= Arturo Varvelli =

Italian political scientist

Arturo Varvelli (Turin, 1976) is a political scientist and senior policy fellow at the European Council on Foreign Relations (EFCR).

==Biography==
Varvelli graduated in Political Science from the University of Milan. In 2006 he earned a PhD in International History at the University of Milan, where he worked also as a lecturer in History of International Relations. In 2007, he began his career as a post-doctoral fellow at CRT Foundation in Turin.
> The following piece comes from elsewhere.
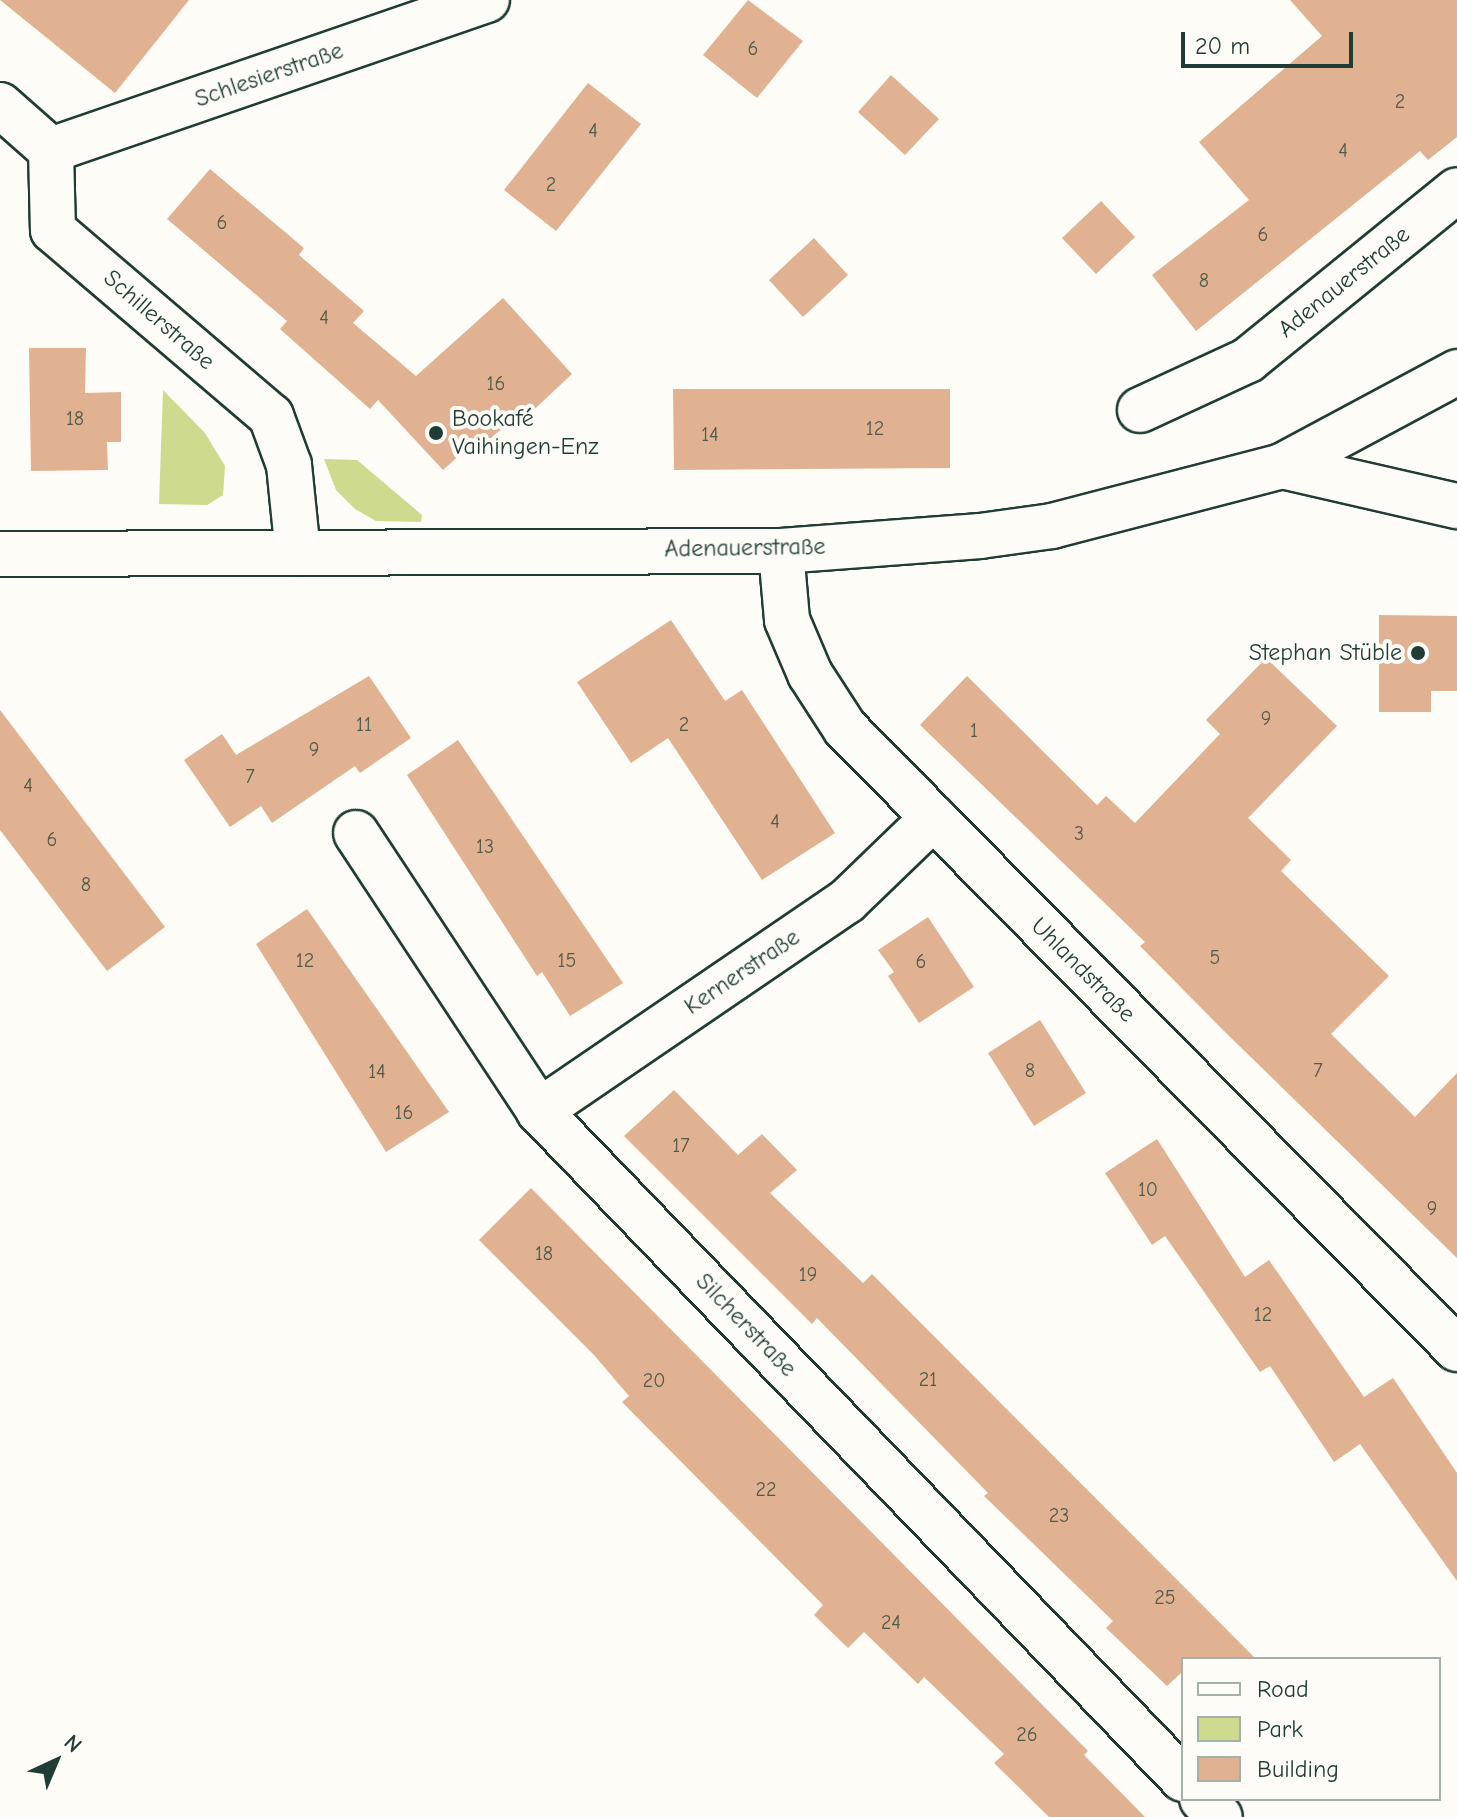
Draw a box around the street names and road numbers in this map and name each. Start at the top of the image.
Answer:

He is expert on Italian-Libyan relations, Libyan domestic and foreign politics, and Italian foreign policy in the Mediterranean region, having published three books on these topics. Varvelli is also editor-in-chief of some ISPI online publications providing scenarios on international politics. He is also a member of the international networks "ArabTrans – Political and Social Transformations in the Arab World" and "GR:EEN - Global re-ordering", large-scale integrated FP7 research projects funded by the European Commission. He also takes part in research projects commissioned by the research office of the Italian Chamber of Representatives and Senate as well as the Italian Ministry of Foreign Affairs.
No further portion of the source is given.